Der 57-jährige Guiem, wie ihn jeder nennt, half schon als kleiner Junge seinem Großvater beim Kerzen­machen. Er ist im Haus gegenüber geboren, wo seine Eltern und Großeltern lebten. „Als Kind durfte ich zum Beispiel Dochte schneiden", sagt Guiem und zeigt auf eine Vorrichtung zum Abmessen der verschiedenen Längen. Das hölzerne Maß ist original und noch immer im Einsatz. In die Docht-Enden wird anschließend ein Knoten geschlungen. Dann hakt man den Docht als lange Schlaufe an der Querstange ein. Zusätzlich beschwert eine Eisenlatte die Baumwollschnur am unteren Ende und hält sie auf Spannung. Die Querstange wird am Eisenrad be­festigt, und los geht´s.

Nicolás taucht eine Kerze nach der anderen in Wachs, nach zwei bis drei Stunden sind 240 Kerzen - 60 Zentimeter lang, zwei Zentimeter dick - fertig. Im Winter brauchen sie zwei, drei Stunden zum Trocknen.

Größere, dickere Kerzen benötigen eine spezielle Behandlung, sie müssen zwischen den einzelnen Wachsschichten einen Tag bis mehrere Tage aushärten, damit sie später gleichmäßig abbrennen. Bei zwölf Zentimeter Durchmesser ist im noc, wie die Wachswanne auf Mallorquinisch heißt, allerdings Schluss. Noch größere Kerzen und Sonderanfertigungen für Restaurants und Hotels gießt Guiem in Formen.

80 Prozent der Wachsware wird im Laden verkauft (Preis je nach Größe 1 bis 80 Euro), der Rest geht direkt an Kirchen wie die Església de la Sang (Kerzen für Fürbitte) oder die Kathedrale La Seu (Altarkerzen). Inzwischen kämen immer mehr Flüssigwachs und Elektrikkerzen in Mode, klagt Guiem, weil sie keinen Dreck machten. Jeder kennt das von zu Hause: Kerzenrauch schwärzt im Laufe der Jahre Wände und Decken, „besonders wenn die Kerze in Zugluft brennt, zu nahe bei anderen brennenden Kerzen steht oder der Docht zu lang ist", so der Experte.

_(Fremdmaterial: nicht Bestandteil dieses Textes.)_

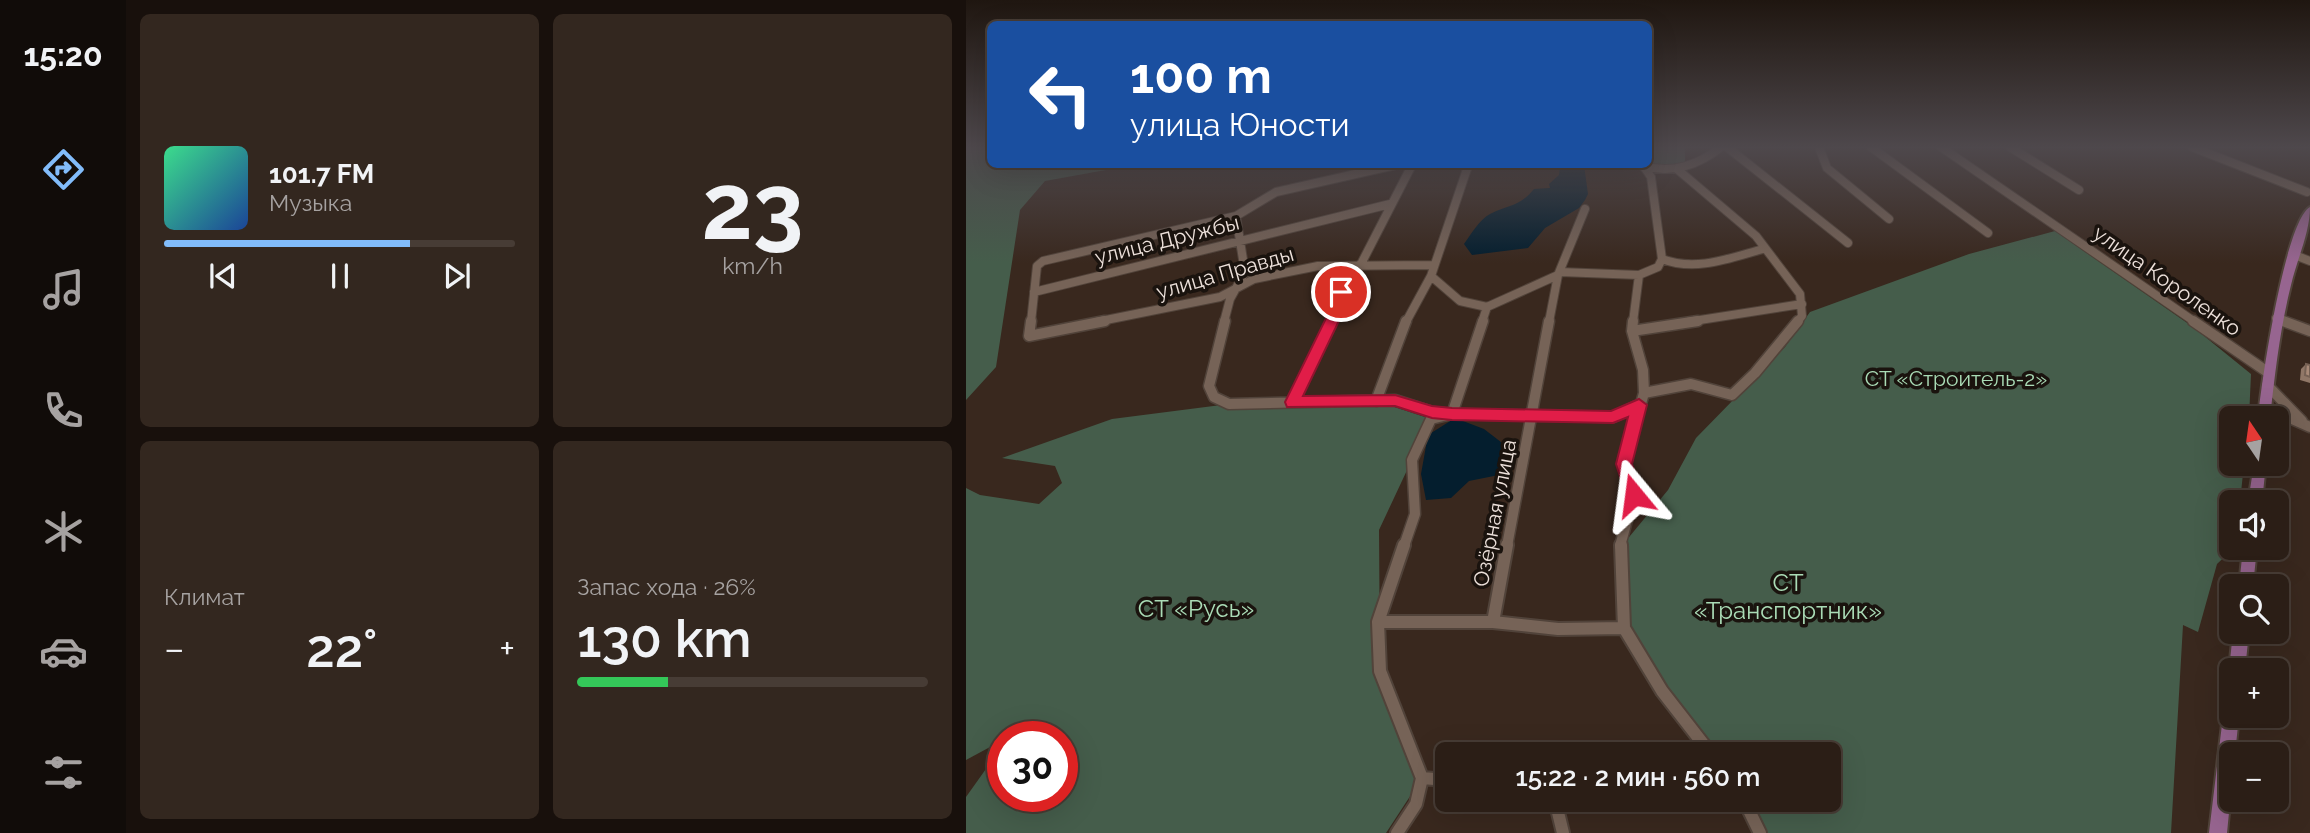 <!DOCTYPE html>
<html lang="ru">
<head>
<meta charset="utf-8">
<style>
	:root { --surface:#2b1e16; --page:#33271f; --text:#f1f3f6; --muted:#a6a2a1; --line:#473c35; --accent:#82bcfa }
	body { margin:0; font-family:Raleway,sans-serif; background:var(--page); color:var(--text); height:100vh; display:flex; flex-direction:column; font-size:26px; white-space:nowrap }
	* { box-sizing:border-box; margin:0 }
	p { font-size:23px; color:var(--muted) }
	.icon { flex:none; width:38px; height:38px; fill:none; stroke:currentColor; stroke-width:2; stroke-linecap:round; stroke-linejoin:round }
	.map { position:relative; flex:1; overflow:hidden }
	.details { display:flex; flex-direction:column; gap:14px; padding:14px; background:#18100c; width:840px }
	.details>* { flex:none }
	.top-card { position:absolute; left:21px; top:21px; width:665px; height:147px; border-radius:10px; box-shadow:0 7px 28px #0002,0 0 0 2px var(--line); background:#1a4fa0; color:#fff; overflow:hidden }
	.needle { width:46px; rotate:347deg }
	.tools { position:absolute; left:1253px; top:406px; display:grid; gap:14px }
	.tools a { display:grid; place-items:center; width:70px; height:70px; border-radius:10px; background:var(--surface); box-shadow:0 7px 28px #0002,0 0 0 2px var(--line); font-size:35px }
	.speed { position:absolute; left:21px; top:721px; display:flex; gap:14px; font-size:35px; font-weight:700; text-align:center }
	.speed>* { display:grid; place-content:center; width:91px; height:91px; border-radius:50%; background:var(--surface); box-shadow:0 7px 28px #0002,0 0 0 2px var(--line); line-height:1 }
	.speed .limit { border:10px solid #d22; background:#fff; color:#111 }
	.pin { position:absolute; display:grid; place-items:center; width:60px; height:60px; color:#fff; margin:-30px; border:4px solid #fff; border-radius:50%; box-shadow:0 2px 7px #0007 }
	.me { position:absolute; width:77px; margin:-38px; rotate:344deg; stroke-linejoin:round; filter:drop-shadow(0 0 5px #0008) }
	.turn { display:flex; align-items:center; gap:24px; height:147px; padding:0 28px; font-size:32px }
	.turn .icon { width:91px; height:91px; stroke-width:2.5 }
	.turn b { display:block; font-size:49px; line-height:60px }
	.big { font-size:52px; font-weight:600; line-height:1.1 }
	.details .card { flex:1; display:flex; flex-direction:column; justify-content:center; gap:10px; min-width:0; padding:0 24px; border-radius:10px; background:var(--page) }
	.details .dial { align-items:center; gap:0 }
	.dial b { font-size:91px; line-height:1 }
	.song { display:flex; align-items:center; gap:21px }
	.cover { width:84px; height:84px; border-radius:10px; background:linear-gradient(135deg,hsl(150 70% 55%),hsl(220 70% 35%)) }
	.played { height:7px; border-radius:4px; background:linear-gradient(90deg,var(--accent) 70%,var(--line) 70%) }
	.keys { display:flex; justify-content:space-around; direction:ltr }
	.heat { display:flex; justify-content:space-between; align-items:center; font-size:38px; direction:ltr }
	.charge { height:10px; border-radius:5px; background:linear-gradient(90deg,#34c759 26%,var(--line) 0) }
	.details .tiles { flex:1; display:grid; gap:14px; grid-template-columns:repeat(2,1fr) }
	.trip { position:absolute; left:469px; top:742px; width:406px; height:70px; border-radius:10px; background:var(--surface); box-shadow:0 7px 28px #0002,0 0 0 2px var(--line); font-weight:600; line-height:70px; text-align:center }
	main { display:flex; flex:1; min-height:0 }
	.tabs { display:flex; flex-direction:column; width:126px; justify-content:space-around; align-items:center; background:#110c09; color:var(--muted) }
	.tabs .icon { width:49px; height:49px }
	.tabs .on { color:var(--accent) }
	.tabs b { font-size:32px; color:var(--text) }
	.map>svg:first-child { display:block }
	.green { fill:#455d4b }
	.water { fill:#041e2e }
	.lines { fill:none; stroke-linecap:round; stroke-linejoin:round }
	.minor-far2-casing { stroke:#51433a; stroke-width:10 }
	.minor-far1-casing { stroke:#51433a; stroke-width:13 }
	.minor-casing { stroke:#51433a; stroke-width:16 }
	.major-casing { stroke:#51433a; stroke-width:4 }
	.minor-far2 { stroke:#766357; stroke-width:8 }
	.minor-far1 { stroke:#766357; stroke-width:10 }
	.minor { stroke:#766357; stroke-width:12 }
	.major { fill:#976590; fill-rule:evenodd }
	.wall { fill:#907767 }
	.building { fill:#a88a78; stroke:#766154; stroke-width:2 }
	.route { fill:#e11d48; stroke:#92132f; stroke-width:2 }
	.labels { text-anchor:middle; stroke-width:7; stroke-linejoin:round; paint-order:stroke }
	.street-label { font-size:21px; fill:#ede1db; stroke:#1a130e }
	.park-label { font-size:21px; fill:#aadcb6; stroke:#1a130e }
	.near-park-label { font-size:24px; fill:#aadcb6; stroke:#1a130e }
</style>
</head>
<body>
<main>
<nav class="tabs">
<b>15:20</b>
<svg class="icon on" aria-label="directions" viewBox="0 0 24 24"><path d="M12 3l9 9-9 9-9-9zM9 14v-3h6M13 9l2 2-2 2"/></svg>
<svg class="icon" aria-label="music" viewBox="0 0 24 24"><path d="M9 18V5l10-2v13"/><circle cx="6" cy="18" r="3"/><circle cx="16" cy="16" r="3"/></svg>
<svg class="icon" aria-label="phone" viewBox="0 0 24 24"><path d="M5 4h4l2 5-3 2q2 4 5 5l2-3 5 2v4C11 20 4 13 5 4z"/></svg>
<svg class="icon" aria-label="climate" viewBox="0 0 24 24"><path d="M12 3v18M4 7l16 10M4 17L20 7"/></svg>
<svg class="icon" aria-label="car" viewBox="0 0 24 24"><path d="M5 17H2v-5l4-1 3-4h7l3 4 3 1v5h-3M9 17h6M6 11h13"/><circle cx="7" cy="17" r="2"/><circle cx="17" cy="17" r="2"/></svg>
<svg class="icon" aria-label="filters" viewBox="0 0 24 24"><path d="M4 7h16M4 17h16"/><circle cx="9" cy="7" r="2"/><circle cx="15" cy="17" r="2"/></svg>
</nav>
<section class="details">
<div class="tiles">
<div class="card">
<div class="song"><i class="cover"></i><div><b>101.7 FM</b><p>Музыка</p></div></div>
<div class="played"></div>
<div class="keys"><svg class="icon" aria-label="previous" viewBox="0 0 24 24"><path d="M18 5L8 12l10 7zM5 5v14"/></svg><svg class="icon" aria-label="pause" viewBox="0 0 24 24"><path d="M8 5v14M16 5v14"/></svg><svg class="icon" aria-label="next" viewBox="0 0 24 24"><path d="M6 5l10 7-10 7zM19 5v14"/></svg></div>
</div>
<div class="card dial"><b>23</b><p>km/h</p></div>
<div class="card"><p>Климат</p>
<div class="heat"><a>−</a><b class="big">22°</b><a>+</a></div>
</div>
<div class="card"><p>Запас хода · 26%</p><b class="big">130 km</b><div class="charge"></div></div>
</div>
</section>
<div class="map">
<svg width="1344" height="833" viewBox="0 0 1344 833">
	<rect width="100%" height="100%" fill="#39281e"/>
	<path class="green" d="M0 147H24V164L212 165 196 170 151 168 79 181 54 210 30 367 0 400Z
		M683 147H719V164L704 169 682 164Z
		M1089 231 1227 327 1285 374 1283 418H1265V464H1278L1274 502H1265V548H1268L1251 564 1232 632 1217 625 1205 833H800L784 800H863V754H750L696 691 658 628 654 548 702 490 730 438 819 347 844 312 1003 254Z
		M410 401 465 419 413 530 414 671 456 778 420 833H0V797L37 745V796H96V737H37V740L0 760V488L14 495 73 504 96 483 89 466 36 458 146 419 263 404Z"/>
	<path class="water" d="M594 165H618L622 194 619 200 613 208 579 228 562 248 506 255 498 244C506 233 513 220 524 214 544 204 553 207 568 189L584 188 583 184 593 175Z
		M489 418 518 429 544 449 533 475 503 481 485 498 460 500 455 474 462 435Z"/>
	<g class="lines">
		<g class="minor-far2-casing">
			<path id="minor-far2" d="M761 147 882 243
				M853 147 861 168 923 219
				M905 147 1022 233
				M975 147 1229 322
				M1044 147 1113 190
				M1226 147 1341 192
				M445 164H517
				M678 166C706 174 733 165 755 147
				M711 169 790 236 834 294 836 316 831 322
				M1326 254 1344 261
				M696 259C730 272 764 258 797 249
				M594 272 673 275
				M465 276 494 301 521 307 592 275
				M68 292 424 204
				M1310 318 1321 322
				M65 322 71 266 77 261 270 216 310 192 434 164
				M130 322 254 297 288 279 352 266 467 265
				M258 322 264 299 279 272 270 216
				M365 322C376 302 373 275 395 264L446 165
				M440 322 465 276 502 166
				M516 322 521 307
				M583 322 592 275 619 209
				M667 322 673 275 692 267 696 259 685 177 676 164
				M721 322 836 304"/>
		</g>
		<g class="minor-far1-casing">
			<path id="minor-far1" d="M65 321 63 336 139 321
				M259 321 243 386 248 397 263 404 429 400 466 412 486 414 647 417 673 405
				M1227 321 1303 373
				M1317 321 1344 331
				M666 331 732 321
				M1301 385 1336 421
				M678 393 725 384 766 395 789 373 832 321
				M410 401 440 321
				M326 402 366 321
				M1299 407 1344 427
				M438 546 449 514 446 460 465 419 486 414 517 321
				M541 546 583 321
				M654 546 668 495 658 464 678 393 677 370 666 331 667 321"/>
		</g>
		<g class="minor-casing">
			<path id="minor" d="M655 545 658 628 696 691 745 754
				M412 622H527L592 629 658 628
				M527 622 541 545
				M456 778 481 780
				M589 800 597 833
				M778 800 794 833
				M431 833 450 804 456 778 414 671 412 622 438 545"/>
		</g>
		<g class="major-casing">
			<path id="major" d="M1344 207C1344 233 1331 259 1325 285 1314 329 1309 373 1304 418H1292C1295 385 1319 221 1344 207Z
				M1288 464H1300L1296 502H1282Z
				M1277 548H1291L1287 586H1273Z
				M1267 632H1283L1279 670H1265V675L1263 670Z
				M1265 708V716H1273L1269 754H1265V792L1261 833H1243L1257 716 1259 710Z"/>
		</g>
		<use href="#minor-far2" class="minor-far2"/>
		<use href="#minor-far1" class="minor-far1"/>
		<use href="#minor" class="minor"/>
		<use href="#major" class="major"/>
	</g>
	<path class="wall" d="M1340 364 1344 365V383L1334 380 1335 369Z"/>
	<path class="building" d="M1340 364 1344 365V377L1339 375Z"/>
	<linearGradient id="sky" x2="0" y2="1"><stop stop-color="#1f1610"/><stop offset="0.56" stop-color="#4e484c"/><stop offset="1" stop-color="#4e484c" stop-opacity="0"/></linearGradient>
	<rect width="1344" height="263" fill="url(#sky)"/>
	<path class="route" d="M375 288 382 292 381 304 337 396 429 395 466 406 486 408 645 411 673 399 681 405 666 464 676 495 674 501H662L650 464 662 417 647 423 486 420 466 418 429 406 321 407 319 402 367 304 368 292Z"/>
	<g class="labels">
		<g class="street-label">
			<text transform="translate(201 240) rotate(-14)" y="7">улица Дружбы</text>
			<text transform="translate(259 273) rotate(-16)" y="7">улица Правды</text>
			<text transform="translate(1201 281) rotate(35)" y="7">улица Короленко</text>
			<text transform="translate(529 513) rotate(-79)" y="7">Озёрная улица</text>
		</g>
		<g class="park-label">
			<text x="990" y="386">СТ «Строитель-2»</text>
		</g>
		<g class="near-park-label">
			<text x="822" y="591">СТ<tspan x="822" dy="28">«Транспортник»</tspan></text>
			<text x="230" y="617">СТ «Русь»</text>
		</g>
	</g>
</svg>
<div class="tools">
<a><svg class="needle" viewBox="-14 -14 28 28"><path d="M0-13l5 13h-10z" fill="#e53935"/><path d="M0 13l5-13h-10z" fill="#a6a2a1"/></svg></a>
<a><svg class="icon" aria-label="sound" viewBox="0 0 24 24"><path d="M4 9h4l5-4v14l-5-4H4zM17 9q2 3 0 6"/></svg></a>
<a><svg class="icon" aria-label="search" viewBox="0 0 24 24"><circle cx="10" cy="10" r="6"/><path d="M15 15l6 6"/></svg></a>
<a>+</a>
<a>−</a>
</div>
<div class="speed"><div class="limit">30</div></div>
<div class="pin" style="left:375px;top:292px;background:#d93025"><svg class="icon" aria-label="arrive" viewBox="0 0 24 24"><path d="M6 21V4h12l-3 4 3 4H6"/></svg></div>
<svg class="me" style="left:668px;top:495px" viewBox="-20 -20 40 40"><path d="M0-17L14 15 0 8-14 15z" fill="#e11d48" stroke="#fff" stroke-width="4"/></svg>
<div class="trip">15:22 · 2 мин · 560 m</div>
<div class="top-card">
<div class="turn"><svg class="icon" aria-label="left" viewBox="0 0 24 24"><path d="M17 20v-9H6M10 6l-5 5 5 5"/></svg><div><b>100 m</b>улица Юности</div></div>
</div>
</div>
</main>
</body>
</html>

Ab Dezember beginnt für ihn wieder die Produktion für die Osterzeit, in den Karprozessionen kommen quadratische Kerzen zum Einsatz. Sie sind, wie die anderen von Hand gezogenen Exemplare honiggelb, ein Farbstoff macht´s möglich. „Diese Farbe wünscht die Kirche", sagt Guiem, wahrscheinlich, weil das Gelb an antike Kerzen aus Bienenwachs erinnere. Und da es in seiner Fabrik nur eine Wachswanne gibt, ist er bei dieser Farbe geblieben.

Cereria La Real, Placa Hospital 2, Palma, Tel.: 971-72 31 80.